O olhar do homem era frio, quando disse:

― Lena estava dirigindo. Ela atingiu alguém por acidente e fugiu, deixando o corpo para trás.

A mente de Deirdre ficou em branco e disse:

― Ela matou alguém em um atropelamento? Então, ela deveria se apresentar às autoridades! O que isso tem a ver com... ― ela sentiu um nó na garganta e sua voz sumiu, enquanto a descrença tomava conta dela. Deirdre já sabia o que aconteceria, mas, mesmo assim, as palavras vieram cruéis:

― Você irá assumir a culpa. ―

Os olhos de Deirdre se arregalaram de horror, e ela sentiu como se seu mundo estivesse à beira do colapso:

― Não! Não! Não! Não! Porque? Por que eu deveria fazer isso e ser presa? Desperdiçar minha vida em uma cela? Sofrer no lugar dela?! ―

― Porque, Deirdre McQueeny, você fingiu ser ela, por dois anos! ― Brendan rosnou. Os lamentos daquela mulher eram tão irritantes que ele franziu a testa, em frustração ― eles tiraram uma foto dela, na fuga, mas vocês duas são iguais, de qualquer maneira! Todo mundo vai pensar que foi você. Você não tem onde se esconder. ―

― Então, diga ao mundo que não somos a mesma pessoa! Diga a eles que Charlene e eu somos duas pessoas diferentes! ― ela gritou, com a respiração pesada e difícil ― e você está errado sobre eu fingir ser ela. Ela é a fingida! Ela quem roubou minha identidade! Fui eu quem arriscou a vida para salvar você do incêndio, Bren! Fui eu! ―

Deirdre esperava que Brendan ficasse chocado, mas, para sua surpresa, ele nem franziu a testa. Algo pior tomou conta de suas feições, nojo.

― Lena estava certa. Você descobriu que ela me resgatou do incêndio e tentou se passar por ela! Você é realmente uma sem vergonha, Deirdre. ―

― O que você está dizendo? ―

― Se tivesse sido você quem me resgatou, por que você não usou esse argumento em cada discussão que tivemos, nos últimos dois anos? Seria, de fato, bom para você, se o mundo inteiro soubesse! ―

Deirdre se desfez em lágrimas. Deus sabe o quanto ela tentou dizer isso a ele, nos últimos dois anos, mas ele nunca a deixava terminar uma frase. Ele odiava ouvi-la falar, e a única coisa que ele parecia suportar era a aparência dela. Brendan só estava satisfeito quando ela agia como uma mulher muda e humilde.
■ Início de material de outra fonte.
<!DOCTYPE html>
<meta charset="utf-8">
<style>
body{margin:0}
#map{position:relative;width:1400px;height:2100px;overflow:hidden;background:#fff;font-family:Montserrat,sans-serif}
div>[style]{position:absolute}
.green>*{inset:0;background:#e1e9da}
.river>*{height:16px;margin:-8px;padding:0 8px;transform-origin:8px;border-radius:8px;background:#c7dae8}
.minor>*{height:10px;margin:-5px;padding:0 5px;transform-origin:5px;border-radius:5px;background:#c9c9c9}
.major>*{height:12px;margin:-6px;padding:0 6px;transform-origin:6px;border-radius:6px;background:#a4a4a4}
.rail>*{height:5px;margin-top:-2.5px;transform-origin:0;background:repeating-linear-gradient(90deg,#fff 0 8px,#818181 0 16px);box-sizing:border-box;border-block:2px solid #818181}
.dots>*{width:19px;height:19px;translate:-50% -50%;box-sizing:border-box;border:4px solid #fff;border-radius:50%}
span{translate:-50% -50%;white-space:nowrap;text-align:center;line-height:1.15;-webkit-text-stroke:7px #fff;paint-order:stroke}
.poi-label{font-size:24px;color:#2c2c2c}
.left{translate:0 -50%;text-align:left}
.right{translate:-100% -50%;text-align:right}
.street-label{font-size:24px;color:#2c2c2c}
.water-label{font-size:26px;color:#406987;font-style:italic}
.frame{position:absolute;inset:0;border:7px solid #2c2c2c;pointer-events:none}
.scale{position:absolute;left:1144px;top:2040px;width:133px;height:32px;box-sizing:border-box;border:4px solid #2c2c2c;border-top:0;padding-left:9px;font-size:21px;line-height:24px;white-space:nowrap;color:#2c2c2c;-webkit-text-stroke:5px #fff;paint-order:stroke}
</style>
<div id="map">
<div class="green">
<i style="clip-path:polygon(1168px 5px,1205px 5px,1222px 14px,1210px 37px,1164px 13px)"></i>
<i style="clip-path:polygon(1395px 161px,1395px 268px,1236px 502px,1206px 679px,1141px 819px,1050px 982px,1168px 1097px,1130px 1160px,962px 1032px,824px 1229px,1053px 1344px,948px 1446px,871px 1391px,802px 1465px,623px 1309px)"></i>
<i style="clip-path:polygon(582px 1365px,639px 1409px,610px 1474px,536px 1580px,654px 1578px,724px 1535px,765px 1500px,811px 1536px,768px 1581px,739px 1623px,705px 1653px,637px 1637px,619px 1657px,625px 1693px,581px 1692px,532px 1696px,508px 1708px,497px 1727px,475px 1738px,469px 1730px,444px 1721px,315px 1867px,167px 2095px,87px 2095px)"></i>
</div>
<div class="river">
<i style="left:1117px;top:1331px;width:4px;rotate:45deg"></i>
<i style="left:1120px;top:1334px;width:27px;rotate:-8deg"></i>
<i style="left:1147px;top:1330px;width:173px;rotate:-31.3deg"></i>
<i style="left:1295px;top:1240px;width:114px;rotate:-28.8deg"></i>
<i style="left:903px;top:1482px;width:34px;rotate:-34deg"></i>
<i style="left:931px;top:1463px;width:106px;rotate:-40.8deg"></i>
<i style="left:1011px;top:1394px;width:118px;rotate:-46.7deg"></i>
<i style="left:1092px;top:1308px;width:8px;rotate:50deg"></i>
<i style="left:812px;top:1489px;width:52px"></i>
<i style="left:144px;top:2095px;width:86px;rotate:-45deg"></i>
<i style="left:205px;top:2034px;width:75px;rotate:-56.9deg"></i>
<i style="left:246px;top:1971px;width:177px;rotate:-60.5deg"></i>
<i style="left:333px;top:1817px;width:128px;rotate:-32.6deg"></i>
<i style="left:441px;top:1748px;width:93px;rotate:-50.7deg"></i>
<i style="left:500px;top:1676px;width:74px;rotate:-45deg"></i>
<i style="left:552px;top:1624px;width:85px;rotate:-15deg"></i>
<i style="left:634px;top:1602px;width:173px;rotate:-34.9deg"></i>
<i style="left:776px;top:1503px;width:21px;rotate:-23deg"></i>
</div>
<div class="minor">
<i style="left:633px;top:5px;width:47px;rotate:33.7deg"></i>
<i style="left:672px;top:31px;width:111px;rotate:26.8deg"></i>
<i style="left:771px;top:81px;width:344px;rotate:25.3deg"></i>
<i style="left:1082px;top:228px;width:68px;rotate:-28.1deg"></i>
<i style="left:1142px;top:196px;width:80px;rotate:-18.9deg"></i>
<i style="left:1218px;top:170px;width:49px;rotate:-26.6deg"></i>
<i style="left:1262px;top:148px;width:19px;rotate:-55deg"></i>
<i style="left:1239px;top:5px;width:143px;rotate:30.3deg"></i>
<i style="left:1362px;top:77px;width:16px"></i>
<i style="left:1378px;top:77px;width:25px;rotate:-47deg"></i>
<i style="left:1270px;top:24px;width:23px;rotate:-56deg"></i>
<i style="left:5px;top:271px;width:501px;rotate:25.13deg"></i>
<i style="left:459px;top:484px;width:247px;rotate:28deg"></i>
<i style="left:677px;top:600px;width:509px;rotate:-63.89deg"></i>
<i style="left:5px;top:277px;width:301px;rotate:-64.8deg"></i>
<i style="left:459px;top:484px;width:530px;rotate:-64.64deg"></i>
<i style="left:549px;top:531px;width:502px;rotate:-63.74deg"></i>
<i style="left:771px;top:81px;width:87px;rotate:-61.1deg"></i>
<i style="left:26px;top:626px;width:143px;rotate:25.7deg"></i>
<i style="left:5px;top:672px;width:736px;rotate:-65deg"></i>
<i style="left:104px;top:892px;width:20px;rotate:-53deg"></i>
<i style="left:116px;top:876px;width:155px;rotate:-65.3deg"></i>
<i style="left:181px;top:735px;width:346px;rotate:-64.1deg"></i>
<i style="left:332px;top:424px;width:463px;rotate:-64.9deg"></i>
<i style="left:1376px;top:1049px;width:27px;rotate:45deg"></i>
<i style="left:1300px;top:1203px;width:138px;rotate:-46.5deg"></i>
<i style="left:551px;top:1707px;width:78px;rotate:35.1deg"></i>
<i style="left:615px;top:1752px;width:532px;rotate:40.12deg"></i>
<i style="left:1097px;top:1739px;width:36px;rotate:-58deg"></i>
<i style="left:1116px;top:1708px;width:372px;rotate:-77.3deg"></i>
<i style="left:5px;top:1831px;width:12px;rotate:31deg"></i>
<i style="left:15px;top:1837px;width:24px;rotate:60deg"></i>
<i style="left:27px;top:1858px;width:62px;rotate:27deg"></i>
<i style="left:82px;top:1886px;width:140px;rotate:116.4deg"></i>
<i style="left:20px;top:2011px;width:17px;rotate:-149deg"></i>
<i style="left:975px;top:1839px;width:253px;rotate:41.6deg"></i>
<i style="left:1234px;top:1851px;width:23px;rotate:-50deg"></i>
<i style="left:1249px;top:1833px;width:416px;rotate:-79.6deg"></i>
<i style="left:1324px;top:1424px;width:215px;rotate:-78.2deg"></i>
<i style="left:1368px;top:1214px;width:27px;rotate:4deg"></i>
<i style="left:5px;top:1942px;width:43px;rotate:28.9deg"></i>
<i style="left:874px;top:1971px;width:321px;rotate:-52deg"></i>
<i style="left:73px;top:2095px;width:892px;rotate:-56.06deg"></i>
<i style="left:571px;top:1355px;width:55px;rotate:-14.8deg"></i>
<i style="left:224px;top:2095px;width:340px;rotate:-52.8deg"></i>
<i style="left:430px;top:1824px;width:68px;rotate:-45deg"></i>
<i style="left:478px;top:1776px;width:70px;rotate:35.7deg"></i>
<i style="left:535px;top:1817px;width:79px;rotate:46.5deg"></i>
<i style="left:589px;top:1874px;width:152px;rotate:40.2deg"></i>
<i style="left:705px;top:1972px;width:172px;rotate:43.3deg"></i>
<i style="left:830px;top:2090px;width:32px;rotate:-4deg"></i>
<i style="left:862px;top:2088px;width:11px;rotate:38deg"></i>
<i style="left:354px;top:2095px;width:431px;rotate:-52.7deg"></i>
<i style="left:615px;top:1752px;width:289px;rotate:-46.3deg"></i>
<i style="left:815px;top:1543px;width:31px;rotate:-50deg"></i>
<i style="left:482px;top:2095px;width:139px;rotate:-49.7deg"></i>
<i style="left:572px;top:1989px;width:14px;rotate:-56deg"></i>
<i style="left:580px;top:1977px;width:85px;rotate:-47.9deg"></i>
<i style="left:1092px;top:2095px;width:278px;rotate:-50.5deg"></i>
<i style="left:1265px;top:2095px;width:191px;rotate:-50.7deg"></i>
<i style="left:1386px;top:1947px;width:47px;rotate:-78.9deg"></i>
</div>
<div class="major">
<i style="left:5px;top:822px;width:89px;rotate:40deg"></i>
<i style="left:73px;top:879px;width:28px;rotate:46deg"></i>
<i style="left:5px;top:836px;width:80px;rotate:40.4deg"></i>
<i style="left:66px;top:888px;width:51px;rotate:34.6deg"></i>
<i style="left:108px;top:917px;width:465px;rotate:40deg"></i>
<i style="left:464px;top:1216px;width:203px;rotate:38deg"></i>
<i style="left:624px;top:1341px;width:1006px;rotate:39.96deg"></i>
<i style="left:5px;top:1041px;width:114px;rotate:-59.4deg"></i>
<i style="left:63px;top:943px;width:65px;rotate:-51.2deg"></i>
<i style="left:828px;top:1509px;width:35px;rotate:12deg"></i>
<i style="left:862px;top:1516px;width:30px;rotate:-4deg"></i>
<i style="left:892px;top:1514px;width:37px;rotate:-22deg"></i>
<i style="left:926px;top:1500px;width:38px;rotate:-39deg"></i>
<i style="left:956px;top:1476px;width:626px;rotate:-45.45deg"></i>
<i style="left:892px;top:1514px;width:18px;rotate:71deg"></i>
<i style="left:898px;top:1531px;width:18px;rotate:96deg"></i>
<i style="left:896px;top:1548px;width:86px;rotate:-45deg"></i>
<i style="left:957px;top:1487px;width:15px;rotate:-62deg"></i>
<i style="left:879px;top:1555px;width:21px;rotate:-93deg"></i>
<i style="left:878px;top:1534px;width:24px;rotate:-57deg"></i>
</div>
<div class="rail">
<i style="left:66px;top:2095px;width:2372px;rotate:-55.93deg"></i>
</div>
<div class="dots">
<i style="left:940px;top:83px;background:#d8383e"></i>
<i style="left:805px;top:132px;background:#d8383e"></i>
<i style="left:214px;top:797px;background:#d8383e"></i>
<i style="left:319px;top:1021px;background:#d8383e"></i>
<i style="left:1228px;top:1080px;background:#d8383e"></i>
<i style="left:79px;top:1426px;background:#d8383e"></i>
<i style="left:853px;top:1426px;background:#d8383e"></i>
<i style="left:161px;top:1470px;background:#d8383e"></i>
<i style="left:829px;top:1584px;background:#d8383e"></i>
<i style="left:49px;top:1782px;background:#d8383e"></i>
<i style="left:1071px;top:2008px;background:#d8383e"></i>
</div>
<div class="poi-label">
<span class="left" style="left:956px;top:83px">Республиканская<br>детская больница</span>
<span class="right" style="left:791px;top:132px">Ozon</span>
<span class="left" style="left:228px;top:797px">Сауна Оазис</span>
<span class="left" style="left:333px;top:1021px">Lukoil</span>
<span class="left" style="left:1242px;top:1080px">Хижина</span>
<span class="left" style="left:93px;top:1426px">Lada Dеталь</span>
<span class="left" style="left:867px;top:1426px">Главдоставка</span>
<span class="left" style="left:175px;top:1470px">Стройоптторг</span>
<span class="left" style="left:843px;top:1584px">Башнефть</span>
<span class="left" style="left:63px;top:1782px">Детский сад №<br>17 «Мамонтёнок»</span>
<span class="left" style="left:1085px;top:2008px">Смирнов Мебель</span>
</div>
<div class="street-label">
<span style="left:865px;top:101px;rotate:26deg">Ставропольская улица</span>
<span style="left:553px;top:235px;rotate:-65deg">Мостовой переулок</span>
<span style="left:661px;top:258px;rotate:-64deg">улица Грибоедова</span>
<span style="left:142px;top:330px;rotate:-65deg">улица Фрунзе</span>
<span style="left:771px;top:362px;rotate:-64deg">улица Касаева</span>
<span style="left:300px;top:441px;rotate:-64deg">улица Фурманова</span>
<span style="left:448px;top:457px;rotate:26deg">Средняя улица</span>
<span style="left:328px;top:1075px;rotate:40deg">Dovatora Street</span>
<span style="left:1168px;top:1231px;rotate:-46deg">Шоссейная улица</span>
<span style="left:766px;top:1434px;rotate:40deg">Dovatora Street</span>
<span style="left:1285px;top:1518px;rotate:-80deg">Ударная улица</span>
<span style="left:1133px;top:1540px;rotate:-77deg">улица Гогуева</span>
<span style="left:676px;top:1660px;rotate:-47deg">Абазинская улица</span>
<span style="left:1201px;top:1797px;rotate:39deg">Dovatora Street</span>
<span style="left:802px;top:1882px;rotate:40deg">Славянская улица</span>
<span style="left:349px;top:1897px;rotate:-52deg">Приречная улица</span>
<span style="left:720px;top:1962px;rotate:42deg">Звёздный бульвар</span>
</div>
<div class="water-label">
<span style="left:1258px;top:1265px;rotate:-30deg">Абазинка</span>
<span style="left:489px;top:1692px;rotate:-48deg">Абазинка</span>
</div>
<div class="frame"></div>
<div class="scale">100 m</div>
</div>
― Olha, eu já ouvi o suficiente. Se entregue para a polícia e não tente nenhuma gracinha. Vou garantir que sua sentença não seja muito grande e, na pior das hipóteses, você pegará alguns anos. Mas, quando for solta, eu a compensarei pelo seu tempo. ―

‘Apenas alguns anos, talvez? Alguns anos?!' Deirdre soltou uma risada entrecortada, atrapalhada por suas próprias lágrimas:

― Sem chance! Nem pense que pode me obrigar a cumprir a pena de Charlene. Ela matou alguém! Ela deveria pagar por isso! ―

Qualquer simpatia que ela tivesse conquistado, em sua causa, foi jogada ao fogo quando sugeriu que Charlene pagasse por seu crime. Uma tempestade acendeu nos olhos de Brendan e ele gritou:

― Como você ousa! Ah. Entendo. Você só gosta quando machuca, não é? Você sempre foi assim, sempre amou apanhar e ser mal tratada, não é? Tudo bem. Você quer ver as coisas do pior jeito, vamos fazer assim, então! ―

O homem saiu, furioso.

Os joelhos de Deirdre cederam e ela se sentou. No momento em que recuperou forças o suficiente para pegar seu celular, recebeu uma ligação. Desconfiada, a mulher olhou no identificador e viu o nome de sua mãe, Ophelia McQueeny, aparecer na tela.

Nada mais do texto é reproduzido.